Our Feature section this issue takes a look at some of the latest developments in the ever-changing world of outsourcing. As the complexities of IT infrastructures have continued to grow, the popularity of the offloading concept has grown right along with it.
While the process of handing off enterprise computing responsibilities to third-party service providers has been a part of the industry for decades, the variety of options available to companies looking to rid themselves of IT problems has become larger — and, unfortunately, more confusing.
If, for instance, a firm is thinking about handing off its storage responsibilities to someone else, decision makers are first presented with the time-consuming task of deciding which service provider to trust their valuable data with. No longer are there only a few possible choices in this department. Everyone from large, traditional outsourcees to new niche players are more than eager to take a bite out of the corporate bottom line in exchange for their services.

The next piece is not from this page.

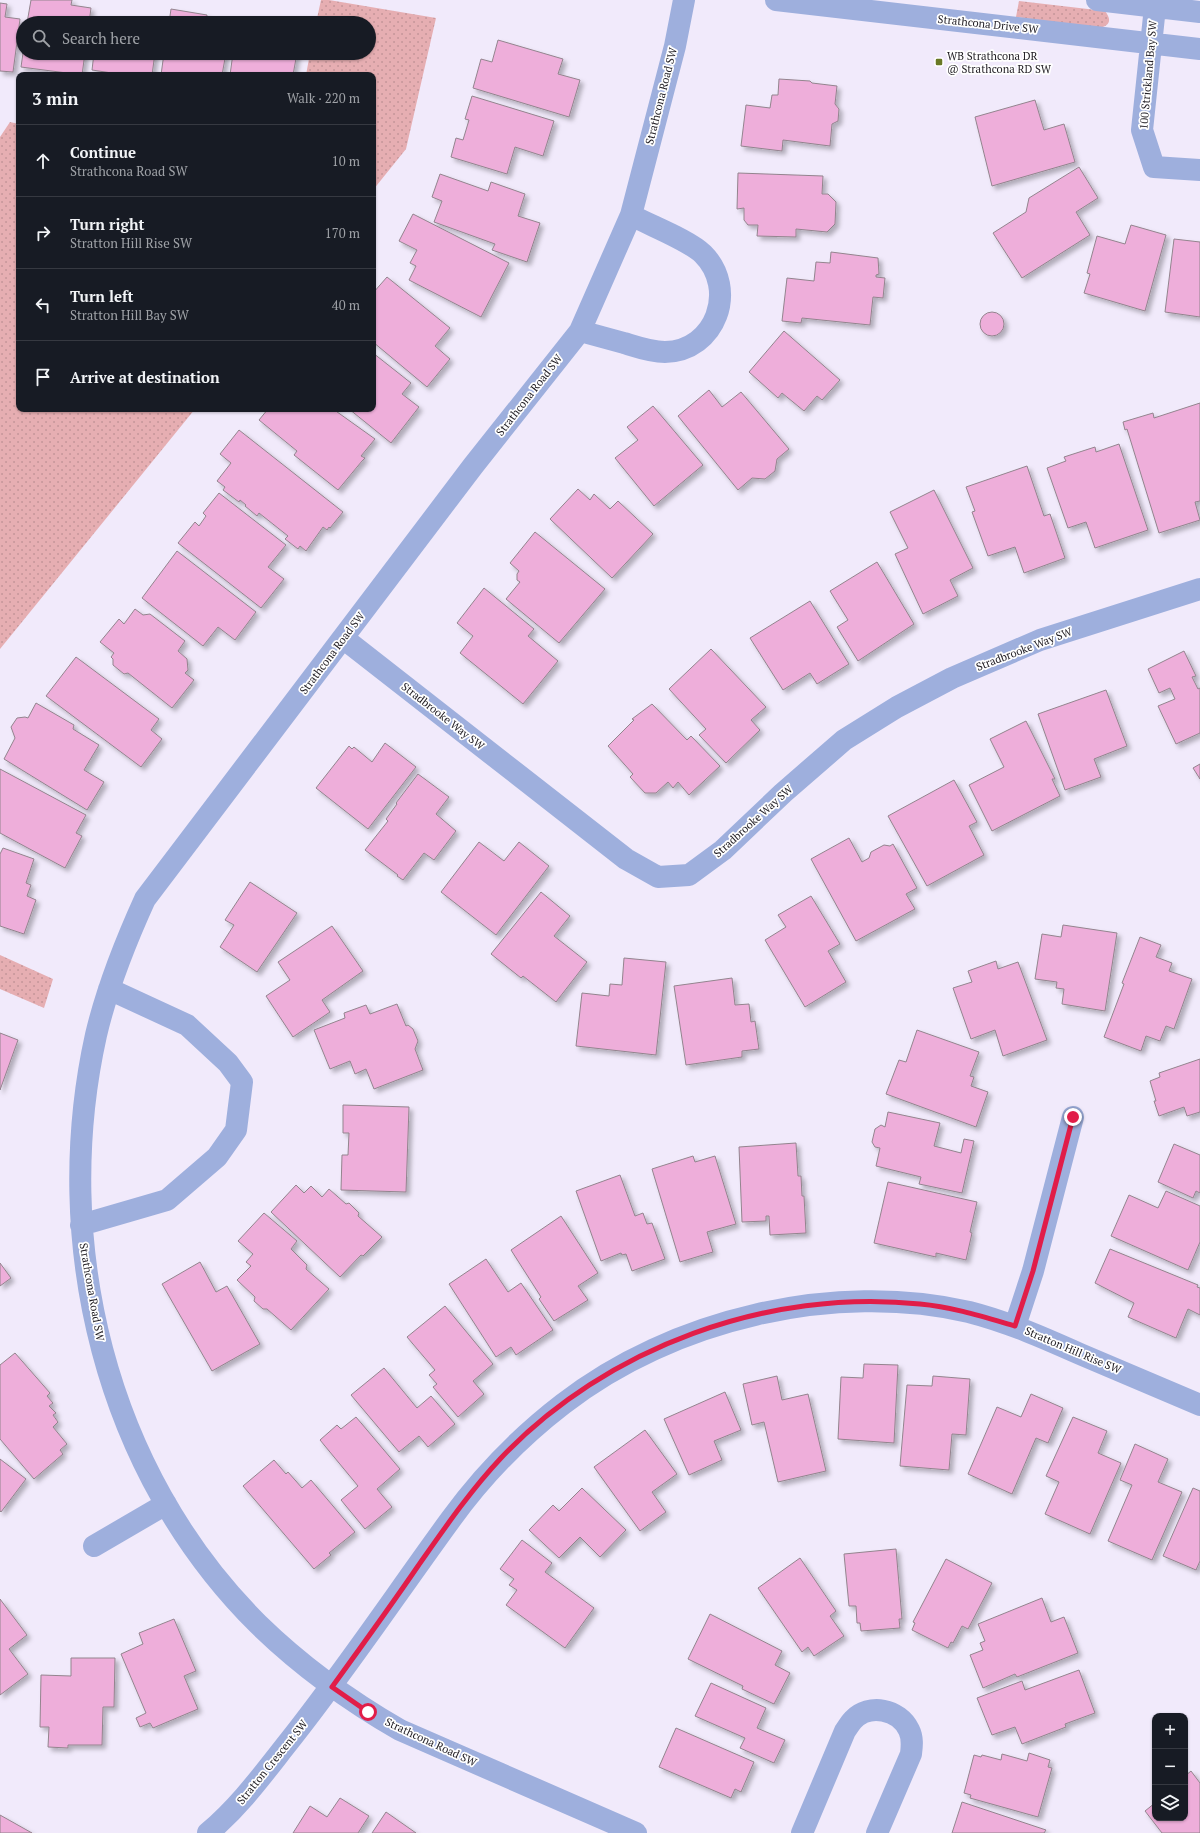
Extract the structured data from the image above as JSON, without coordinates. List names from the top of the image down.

Once this process, which can often take weeks and months, is complete, the task of negotiating the right deal comes into sharp focus. Establishing the right service level agreement, replete with the proper provisions and out clauses that are going to hopefully guarantee a flawless process in the case of any discrepancy with the provider, is another intensive process that adds to the overhead of the IT handoff process.

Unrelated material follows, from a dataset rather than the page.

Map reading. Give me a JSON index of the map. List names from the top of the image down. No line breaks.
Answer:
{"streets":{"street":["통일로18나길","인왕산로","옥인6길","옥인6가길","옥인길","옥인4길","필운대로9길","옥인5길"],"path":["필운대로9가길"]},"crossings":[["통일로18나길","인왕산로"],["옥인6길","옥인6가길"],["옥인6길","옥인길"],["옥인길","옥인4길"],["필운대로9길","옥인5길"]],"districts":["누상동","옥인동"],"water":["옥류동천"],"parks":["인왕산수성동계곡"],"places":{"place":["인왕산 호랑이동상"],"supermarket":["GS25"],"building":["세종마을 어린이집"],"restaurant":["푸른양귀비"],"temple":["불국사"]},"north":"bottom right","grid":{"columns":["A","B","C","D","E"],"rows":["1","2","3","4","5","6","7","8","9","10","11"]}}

Once everything is up and running, the task of managing the relationship with the service provider becomes a top priority. The best scenarios for the outsourcer involve a situation where the IT team is aware of everything that is going on in the outsourcing process, and is able to recognize any potential problem and ask the provider to get on it.
To ensure that such a solid and reassuring situation exists, firms often must appoint an employee to manage the relationship with the service provider. This can often involve extra salary outlays and yet another layer of complexity to the IT department’s inner workings.
Other decisions that have to be made centre around whether the responsibilities that have to be outsourced are best farmed out to foreign locales, such as India, or kept on home soil. With countries such as Russia looking to nose their way into the outsourcing game and take a slice of the economic pie being eaten up by more established destinations, the decision-making process has become that much more complex for today’s organizations.
Obstacles aside, the outsourcing route is proving to be, for many firms, a welcome option, one that has allowed them to rid themselves of costly training and maintenance costs that have multiplied considerably in recent years. The model has its place and its value, but must be approached sensibly if success is to be met with.
It quickly becomes apparent that diving into the outsourcing process is not an act to be taken lightly, and if the experience is going to be a positive and financially rewarding one for an enterprise, these crucial first steps down the outsourcing path are ones that have to be taken carefully. If they aren’t, the experience can easily turn into an IT quagmire.